A path in a binary tree is a sequence of nodes where each pair of adjacent nodes in the sequence has an edge connecting them. A node can only appear in the sequence at most once. Note that the path does not need to pass through the root.

The path sum of a path is the sum of the node's values in the path.

Given the root of a binary tree, return the maximum path sum of any non-empty path.

Example 1:

Input: root = [1,2,3] Output: 6 Explanation: The optimal path is 2 -> 1 -> 3 with a path sum of 2 + 1 + 3 = 6.

Example 2:

Input: root = [-10,9,20,null,null,15,7] Output: 42 Explanation: The optimal path is 15 -> 20 -> 7 with a path sum of 15 + 20 + 7 = 42.

Constraints:

The number of nodes in the tree is in the range [1, 3 * 10^4]. -1000 <= Node.val <= 1000

Maximum Path Sum in a Binary Tree

This problem asks us to find the maximum path sum in a binary tree, where a path is a sequence of nodes with adjacent nodes connected by an edge. A node can appear at most once in the path, and the path doesn't need to go through the root.

1. Naive Approach (Brute Force)

A brute-force approach would involve exploring all possible paths in the tree and calculating their sums, then returning the maximum sum found. This would be highly inefficient due to the exponential number of possible paths.
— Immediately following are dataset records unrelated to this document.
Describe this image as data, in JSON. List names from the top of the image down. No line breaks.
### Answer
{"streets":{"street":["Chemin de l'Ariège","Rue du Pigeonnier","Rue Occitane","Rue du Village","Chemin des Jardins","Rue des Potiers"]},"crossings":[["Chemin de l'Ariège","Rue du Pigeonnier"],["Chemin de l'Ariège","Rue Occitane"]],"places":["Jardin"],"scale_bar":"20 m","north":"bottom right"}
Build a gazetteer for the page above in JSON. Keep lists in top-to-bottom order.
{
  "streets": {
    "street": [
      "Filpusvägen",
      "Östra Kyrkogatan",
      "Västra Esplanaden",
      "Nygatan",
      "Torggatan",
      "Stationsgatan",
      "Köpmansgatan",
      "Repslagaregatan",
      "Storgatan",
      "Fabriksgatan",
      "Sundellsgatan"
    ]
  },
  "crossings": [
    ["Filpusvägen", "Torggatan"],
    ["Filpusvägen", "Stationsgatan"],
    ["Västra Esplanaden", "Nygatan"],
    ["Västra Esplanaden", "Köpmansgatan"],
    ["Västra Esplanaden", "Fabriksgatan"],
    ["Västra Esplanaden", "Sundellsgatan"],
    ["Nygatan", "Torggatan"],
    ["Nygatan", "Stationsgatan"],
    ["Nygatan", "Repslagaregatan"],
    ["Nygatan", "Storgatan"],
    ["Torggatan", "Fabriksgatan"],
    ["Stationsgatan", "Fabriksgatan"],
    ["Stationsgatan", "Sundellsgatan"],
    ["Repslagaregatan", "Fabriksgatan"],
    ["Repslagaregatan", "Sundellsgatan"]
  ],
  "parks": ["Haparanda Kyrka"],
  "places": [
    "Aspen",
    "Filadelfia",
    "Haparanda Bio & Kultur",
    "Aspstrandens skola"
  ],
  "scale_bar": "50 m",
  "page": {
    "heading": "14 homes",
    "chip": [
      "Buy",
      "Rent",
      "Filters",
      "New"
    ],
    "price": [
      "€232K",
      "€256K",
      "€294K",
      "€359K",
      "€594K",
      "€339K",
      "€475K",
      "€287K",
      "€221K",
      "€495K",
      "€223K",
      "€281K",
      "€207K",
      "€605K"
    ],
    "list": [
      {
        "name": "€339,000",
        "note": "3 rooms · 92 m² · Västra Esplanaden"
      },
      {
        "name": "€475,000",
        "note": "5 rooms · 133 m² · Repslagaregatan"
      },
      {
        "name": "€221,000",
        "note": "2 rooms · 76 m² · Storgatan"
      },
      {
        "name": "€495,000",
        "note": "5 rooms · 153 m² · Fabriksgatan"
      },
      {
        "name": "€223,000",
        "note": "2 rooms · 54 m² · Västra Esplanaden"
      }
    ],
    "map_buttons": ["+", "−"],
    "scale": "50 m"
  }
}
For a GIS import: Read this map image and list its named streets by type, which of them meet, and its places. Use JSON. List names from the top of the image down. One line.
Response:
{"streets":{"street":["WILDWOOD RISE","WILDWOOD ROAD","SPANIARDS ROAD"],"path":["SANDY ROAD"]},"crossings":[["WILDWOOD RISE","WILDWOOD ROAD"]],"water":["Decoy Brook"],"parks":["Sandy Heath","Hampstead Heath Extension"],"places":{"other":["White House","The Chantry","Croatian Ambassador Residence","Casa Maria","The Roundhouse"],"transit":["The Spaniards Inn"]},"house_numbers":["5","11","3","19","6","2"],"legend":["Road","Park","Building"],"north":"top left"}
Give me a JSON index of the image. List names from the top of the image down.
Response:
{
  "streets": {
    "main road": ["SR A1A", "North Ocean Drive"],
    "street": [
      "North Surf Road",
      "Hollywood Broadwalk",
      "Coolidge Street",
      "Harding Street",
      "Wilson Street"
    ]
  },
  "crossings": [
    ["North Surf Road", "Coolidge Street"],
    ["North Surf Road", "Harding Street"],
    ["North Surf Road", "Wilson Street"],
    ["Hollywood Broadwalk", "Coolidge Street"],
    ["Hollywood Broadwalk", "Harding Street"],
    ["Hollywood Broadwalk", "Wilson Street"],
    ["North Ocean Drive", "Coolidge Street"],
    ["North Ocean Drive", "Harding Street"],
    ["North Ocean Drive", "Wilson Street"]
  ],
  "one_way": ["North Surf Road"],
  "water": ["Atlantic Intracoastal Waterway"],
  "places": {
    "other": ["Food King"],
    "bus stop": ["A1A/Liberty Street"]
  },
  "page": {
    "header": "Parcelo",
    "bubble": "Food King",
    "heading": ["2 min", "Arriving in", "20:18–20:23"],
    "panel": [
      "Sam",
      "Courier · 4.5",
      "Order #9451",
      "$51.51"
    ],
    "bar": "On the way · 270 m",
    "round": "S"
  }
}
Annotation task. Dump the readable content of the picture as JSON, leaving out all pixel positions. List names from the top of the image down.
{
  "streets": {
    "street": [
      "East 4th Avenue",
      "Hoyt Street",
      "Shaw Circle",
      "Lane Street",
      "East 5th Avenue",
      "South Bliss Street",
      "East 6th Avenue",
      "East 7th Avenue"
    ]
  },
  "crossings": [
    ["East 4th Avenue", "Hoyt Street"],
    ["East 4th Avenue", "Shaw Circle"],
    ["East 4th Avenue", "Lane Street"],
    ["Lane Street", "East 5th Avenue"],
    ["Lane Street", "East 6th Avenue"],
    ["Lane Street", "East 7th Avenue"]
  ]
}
2. Optimal Approach (Recursion with Max Sum Tracking)

A more efficient approach uses recursion. For each node, we consider two possibilities:

1. The node is part of the maximum path that passes through it.
2. The node is not part of such a path.

We can calculate the maximum path sum passing through a node as the sum of the node's value and the maximum path sums from its left and right children (but only if these sums are positive, because we want to maximize the sum). We also need to keep track of the global maximum path sum found so far.

Here's the algorithm:

1. Initialize max_sum to negative infinity.
2. Define a recursive helper function max_path_sum_helper(node):
   • Base case: If node is None, return 0.
   • Recursively calculate left_sum and right_sum from the left and right children.
   • Calculate max_single: the maximum path sum including the current node and at most one of its children: max(node.val + left_sum, node.val + right_sum, node.val)
   • Calculate max_top: the maximum path sum including the current node and both of its children: node.val + left_sum + right_sum
   • Update max_sum with the maximum of max_sum, max_single, and max_top.
   • Return max_single (because the parent can only use one branch).
3. Call max_path_sum_helper(root).
4. Return max_sum.

class TreeNode:
    def __init__(self, val=0, left=None, right=None):
        self.val = val
        self.left = left
        self.right = right

def maxPathSum(root: TreeNode) -> int:
    max_sum = float('-inf')

    def max_path_sum_helper(node: TreeNode) -> int:
        nonlocal max_sum
        if not node:
            return 0

        left_sum = max(max_path_sum_helper(node.left), 0)
        right_sum = max(max_path_sum_helper(node.right), 0)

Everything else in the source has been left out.